Eventually I made my way to Kelowna, British Columbia, where I am now. I work as a journalist for an online news source in the city.

I've always thought journalism to be a well respected profession, but a lot of people don't understand the work that goes into being a journalist.

Where I work we write local, regional, provincial, national, and even international news. We also source our news, so I'm always on social media trying to find news. I can write up to ten articles a day, which is a lot! In Thompson when I worked at the newspaper, I would normally write about 15 stories a week.

On top of writing articles I go to events, cover city council, as well as court trials. I especially love city council because it lets me know first hand what is going on in the city I'm living in. I've learned how cities are actually run. I understand city budgets, and I get to share all that information with my readers.

I am also always picking up the phone to do interview and constantly am sending emails. Writing the article really is only the first step in my job. After I finish writing my piece I have to edit it, take and edit photos, publish on our website, and then publish it to social media. Being a journalist is not a 9-5pm job. I am always checking social media to see what is going on in the world. You don't stop being a journalist when you walk out of the office for the evening.
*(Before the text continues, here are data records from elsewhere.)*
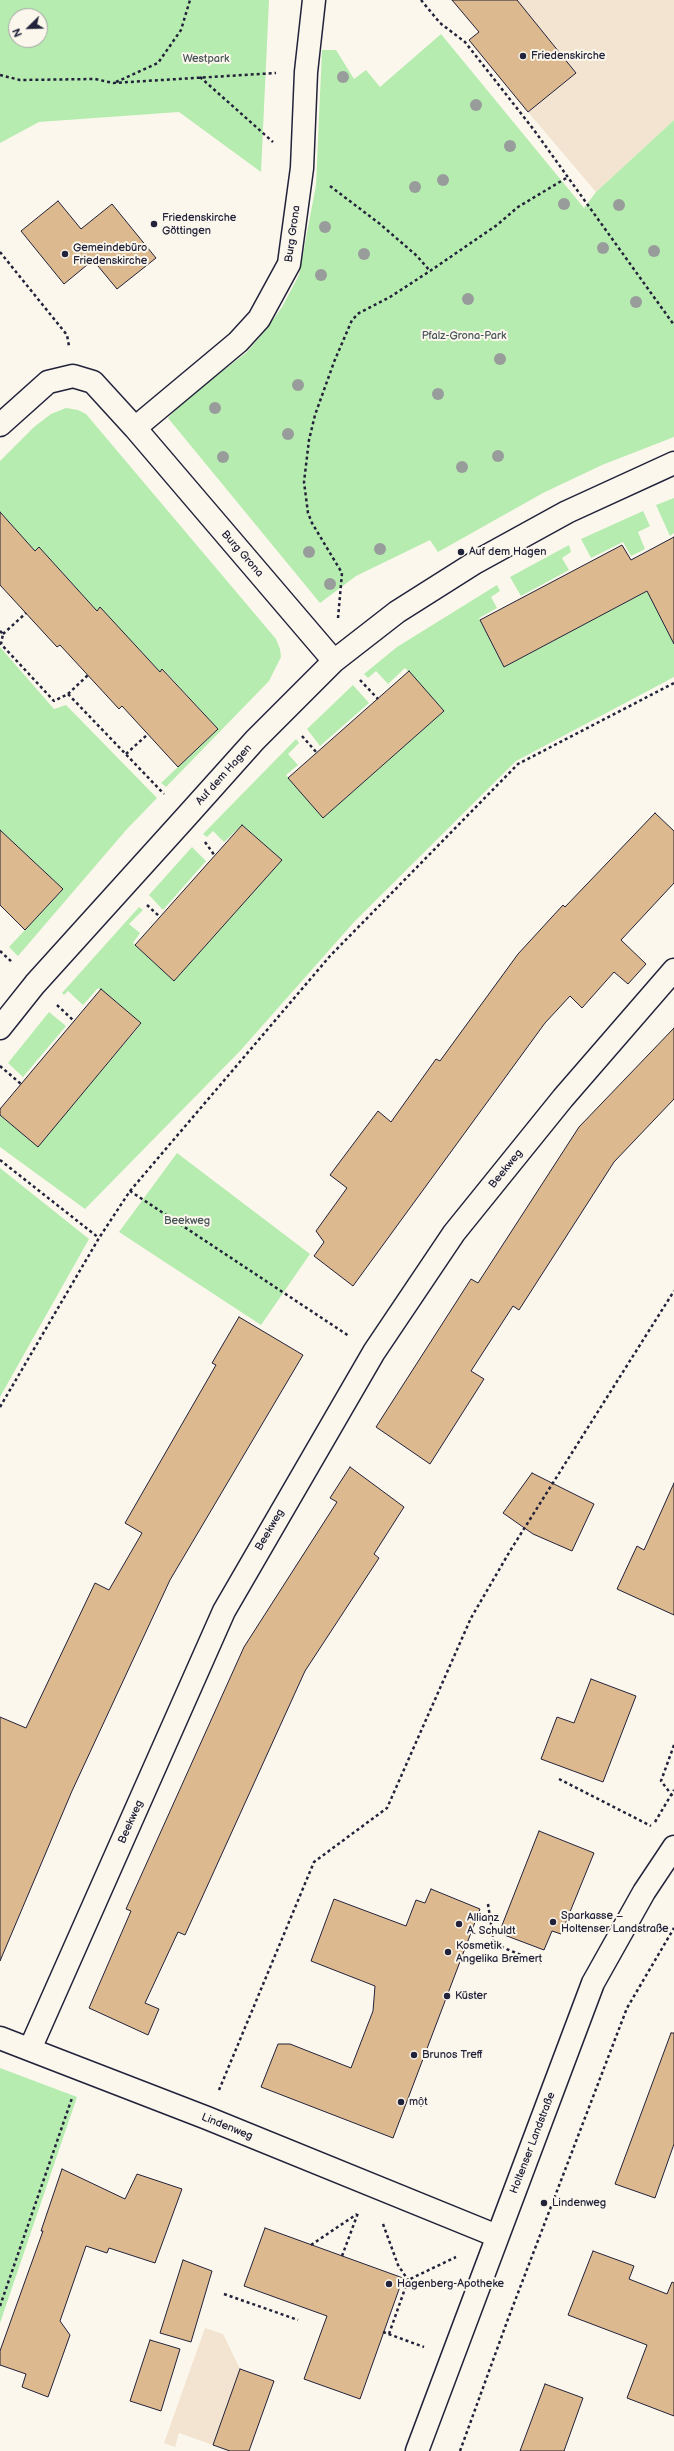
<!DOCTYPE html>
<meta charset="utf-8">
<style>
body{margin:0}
#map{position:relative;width:674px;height:2451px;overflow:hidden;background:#fbf7ec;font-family:"Balsamiq Sans",sans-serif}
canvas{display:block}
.north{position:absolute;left:8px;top:8px;width:40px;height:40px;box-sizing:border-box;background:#fbf7ec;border:1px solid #a4a2a5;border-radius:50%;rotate:247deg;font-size:11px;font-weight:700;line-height:16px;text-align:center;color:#22223b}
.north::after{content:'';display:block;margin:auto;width:14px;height:18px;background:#22223b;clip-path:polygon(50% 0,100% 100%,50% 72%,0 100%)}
</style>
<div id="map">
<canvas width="674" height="2451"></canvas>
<div class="north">N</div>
</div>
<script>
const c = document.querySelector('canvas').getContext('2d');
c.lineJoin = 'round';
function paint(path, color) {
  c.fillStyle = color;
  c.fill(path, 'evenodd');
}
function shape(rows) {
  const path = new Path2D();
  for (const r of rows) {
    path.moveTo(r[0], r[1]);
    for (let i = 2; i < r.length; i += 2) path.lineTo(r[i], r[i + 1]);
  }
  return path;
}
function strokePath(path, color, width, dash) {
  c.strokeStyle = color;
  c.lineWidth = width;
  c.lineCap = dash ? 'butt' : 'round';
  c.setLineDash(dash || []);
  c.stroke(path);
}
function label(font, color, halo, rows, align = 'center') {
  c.font = font + ' "Balsamiq Sans",sans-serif';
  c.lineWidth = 4;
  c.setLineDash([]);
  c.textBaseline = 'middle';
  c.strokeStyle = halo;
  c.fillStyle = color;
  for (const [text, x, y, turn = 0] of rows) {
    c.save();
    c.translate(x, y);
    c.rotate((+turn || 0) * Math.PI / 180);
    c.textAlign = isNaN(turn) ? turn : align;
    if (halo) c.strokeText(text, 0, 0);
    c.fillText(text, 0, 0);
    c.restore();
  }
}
paint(shape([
 [452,0,674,0,674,120,596,192,528,112,576,72,518,1,479,32],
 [205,2328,223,2334,240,2369,274,2381,249,2451,230,2451,179,2433,175,2447,164,2443]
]), '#f2e4d0');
paint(shape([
 [0,0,269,0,261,172,179,112,39,122,0,143],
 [16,16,40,16,40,40,16,40],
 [441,34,584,208,596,192,674,120,674,437,602,465,543,493,438,552,430,540,356,576,320,603,168,418,186,399,246,353,265,331,282,307,299,275,316,185,322,50,336,50,354,79,366,70,380,87],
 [66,408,78,410,86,414,276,639,280,649,281,657,269,681,166,787,161,783,218,729,163,669,160,672,100,608,97,611,39,548,35,551,0,512,0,461,34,427,51,414],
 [674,498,674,533,670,536,656,505],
 [643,511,650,526,638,532,645,549,631,556,623,542,591,558,581,539],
 [569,545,571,552,562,558,569,570,521,596,510,577],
 [497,585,500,591,491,597,497,608,479,618,504,667,647,591,655,606,674,596,674,677,516,761,354,922,240,1051,85,1209,0,1147,0,1115,38,1146,141,1024,98,988,83,1005,68,991,64,995,62,993,139,907,143,910,129,924,140,933,133,943,175,980,281,860,242,825,224,842,213,831,207,837,203,834,296,739,299,743,288,754,298,765,286,775,324,817,444,711,405,668,388,684,376,671,368,678,364,674,397,647],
 [0,647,54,709,66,705,157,798,127,829,18,956,9,947,63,889,3,833,0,837],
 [353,685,369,703,320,746,307,729],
 [192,847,206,861,163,910,149,895],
 [49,1012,66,1026,23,1077,8,1063],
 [177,1153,310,1254,261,1325,119,1232],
 [0,1168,89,1239,0,1397],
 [0,2068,77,2097,0,2323]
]), '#b6ecaf');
const building = shape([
 [452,0,517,0,576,73,528,112,469,40,479,32,452,0],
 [58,201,81,229,112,204,156,258,117,289,93,260,64,284,21,231,58,201],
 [0,512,35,551,39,547,97,611,100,607,160,672,162,669,218,729,178,767,122,706,119,709,60,645,57,647,0,585,0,512],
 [674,537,674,644,647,591,504,667,480,620,622,545,631,560,674,537],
 [409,671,444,711,323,818,288,778,409,671],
 [655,813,674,831,674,883,621,940,646,964,628,984,614,972,582,1008,570,996,545,1023,353,1286,314,1256,324,1242,316,1231,347,1188,330,1175,378,1111,391,1122,436,1059,440,1061,518,954,563,905,565,907,655,813],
 [242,825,282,860,174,981,135,945,242,825],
 [0,830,63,889,25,930,0,905,0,830],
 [101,989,141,1023,38,1147,0,1115,0,1109,101,989],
 [674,1028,674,1099,614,1162,519,1310,513,1306,471,1371,484,1379,430,1464,376,1427,471,1279,478,1283,579,1127,674,1028],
 [239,1317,303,1355,170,1580,72,1791,0,1961,0,1717,26,1728,95,1583,109,1590,142,1533,125,1523,216,1365,212,1363,239,1317],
 [350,1467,404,1507,374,1554,379,1558,305,1671,185,1935,178,1932,145,2003,159,2009,148,2035,89,2008,131,1911,126,1909,244,1647,337,1502,330,1498,350,1467],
 [532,1473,594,1504,572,1551,533,1534,503,1513,532,1473],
 [674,1483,674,1615,617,1589,637,1546,644,1550,674,1483],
 [591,1679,636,1696,603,1782,541,1759,557,1717,574,1723,591,1679],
 [539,1831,594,1853,561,1934,552,1931,544,1950,499,1933,539,1831],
 [431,1889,480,1909,393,2138,261,2087,278,2044,290,2044,351,2068,373,2011,375,1986,311,1961,334,1899,406,1926,416,1900,425,1903,431,1889],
 [671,2033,674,2033,674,2144,655,2198,615,2184,671,2033],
 [62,2169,125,2199,137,2174,182,2189,155,2263,109,2248,107,2253,86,2246,60,2321,70,2335,48,2397,22,2387,26,2374,0,2365,0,2351,43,2231,41,2231,62,2169],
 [265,2228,403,2278,360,2399,304,2379,327,2316,244,2286,265,2228],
 [593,2251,634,2266,629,2279,667,2294,672,2282,674,2283,674,2416,627,2398,647,2345,568,2315,593,2251],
 [183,2260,212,2271,191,2342,160,2333,183,2260],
 [150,2340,180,2349,161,2411,130,2401,150,2340],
 [240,2369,274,2381,249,2451,230,2451,213,2445,240,2369],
 [545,2384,583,2398,564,2451,520,2451,545,2384]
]);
paint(building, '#ddb98f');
strokePath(building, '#22223b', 1);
const street = shape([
 [0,425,48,382,73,376,93,382,135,428,334,661],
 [135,428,238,342,259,319,289,264,302,168,306,72,314,0],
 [0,1028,35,984,186,817,255,740,334,661,397,612,476,562,567,512,674,463],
 [0,2038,207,2118,497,2236],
 [30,2049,224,1611,374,1352,454,1233,563,1098,674,970]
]);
const secondary = shape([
 [417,2451,593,1983,644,1892,674,1847]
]);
strokePath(street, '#22223b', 25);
strokePath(secondary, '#22223b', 25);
strokePath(shape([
 [421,0,440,23,465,42,534,130,674,325],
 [0,75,20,80,95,79,113,83,276,73],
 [200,77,273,142],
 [116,82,158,63,181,30,190,0],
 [330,186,380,224,417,256,430,271],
 [0,252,67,335,69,346],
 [338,618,342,573,312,523,308,513,304,482,309,440,315,415,334,362,352,320,359,313,390,297,430,271,497,225,518,207,568,177],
 [0,631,3,634,1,644,54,701,68,694,164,794],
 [3,634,26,613],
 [360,680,378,699],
 [68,694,88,675],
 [302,736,317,753],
 [126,754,148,734],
 [205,842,215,856],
 [147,905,160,917],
 [0,951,13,963],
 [57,1005,74,1021],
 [0,1066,21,1084],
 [0,1160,99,1238],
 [130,1191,330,956,518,764,674,683],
 [0,1407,99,1238,130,1191,349,1336],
 [674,1745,661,1781,674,1798],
 [559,1779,651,1826],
 [655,1822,674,1790],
 [488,1904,494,1944,541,1963],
 [219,2090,314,1862,387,1808,471,1618,510,1551,674,1291],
 [383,2224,398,2265,408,2280],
 [311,2245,357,2214],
 [342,2256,358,2213],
 [224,2294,298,2320],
 [0,2306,72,2098],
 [383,2332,424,2347],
 [389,2334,408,2280,456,2257],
 [460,2451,508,2319,627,2008,674,1928]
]), '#22223b', 2.5, [3, 3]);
strokePath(street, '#fbf7ec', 22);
strokePath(secondary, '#fbf7ec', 22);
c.fillStyle = '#989d9b';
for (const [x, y] of [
 [343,77],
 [476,105],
 [510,146],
 [443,180],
 [415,187],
 [564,204],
 [619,205],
 [325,227],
 [603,248],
 [654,251],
 [364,254],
 [321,275],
 [468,299],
 [636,302],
 [500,359],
 [298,385],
 [438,394],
 [215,408],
 [288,434],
 [498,456],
 [223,457],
 [462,467],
 [380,549],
 [309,552],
 [330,584]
]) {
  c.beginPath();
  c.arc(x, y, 6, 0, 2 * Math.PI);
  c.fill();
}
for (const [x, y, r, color] of [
 [523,56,4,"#22223b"],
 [154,224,4,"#22223b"],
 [65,254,4,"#22223b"],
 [461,552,4,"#22223b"],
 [553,1922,4,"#22223b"],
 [459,1924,4,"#22223b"],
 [448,1952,4,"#22223b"],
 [447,1996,4,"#22223b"],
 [414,2055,4,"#22223b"],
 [401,2102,4,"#22223b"],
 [544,2203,4,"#22223b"],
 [389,2284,4,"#22223b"]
]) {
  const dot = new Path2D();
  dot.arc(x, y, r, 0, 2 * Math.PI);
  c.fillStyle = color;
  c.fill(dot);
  strokePath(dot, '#fbf7ec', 1.5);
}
label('11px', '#22223b', '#fbf7ec', [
 ["Friedenskirche",531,56],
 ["Friedenskirche",162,218],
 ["Göttingen",162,231],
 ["Gemeindebüro",73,248],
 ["Friedenskirche",73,261],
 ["Auf dem Hagen",469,552],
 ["Sparkasse –",561,1916],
 ["Holtenser Landstraße",561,1929],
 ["Allianz",467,1918],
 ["A. Schuldt",467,1931],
 ["Kosmetik",456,1946],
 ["Angelika Bremert",456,1959],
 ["Küster",455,1996],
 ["Brunos Treff",422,2055],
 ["một",409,2102],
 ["Lindenweg",552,2203],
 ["Hagenberg-Apotheke",397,2284]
], 'left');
label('11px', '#475458', '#fbf7ec', [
 ["Westpark",206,59],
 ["Pfalz-Grona-Park",464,336],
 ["Beekweg",187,1221]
]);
label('11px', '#22223b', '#fbf7ec', [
 ["Burg Grona",293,234,-82],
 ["Burg Grona",242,554,49],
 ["Auf dem Hagen",224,775,-48],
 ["Beekweg",506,1169,-51],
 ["Beekweg",270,1530,-60],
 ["Beekweg",131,1822,-66],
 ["Lindenweg",227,2127,22],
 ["Holtenser Landstraße",533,2143,-69]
]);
</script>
It takes a lot of dedication to be a journalist. It is a busy and a stressful job, but I wouldn't change it for the world. I love knowing everything that is going on in the world and being able to speak about it to others. I share the news with readers and at the end of the day I am helping inform people.

Writing is such a powerful career choice. It may not be the career that makes the most money, but the passion I have for it makes up for the finances. After I write a good article, the feeling I feel once I hit the publish button is like no other.

One thing I have learned about being a journalist is that I have a proper love for the news and the world around me. I've grown to care about what is happening to people and how I can do my part to make the world a better place. There's so many negative things and events that take over the news and they're so hard to write about. I love finding the good positive human interest stories to share. Those are my favorite because it helps give some hope to people that the world is still an amazing place, even if there are some bad things happening.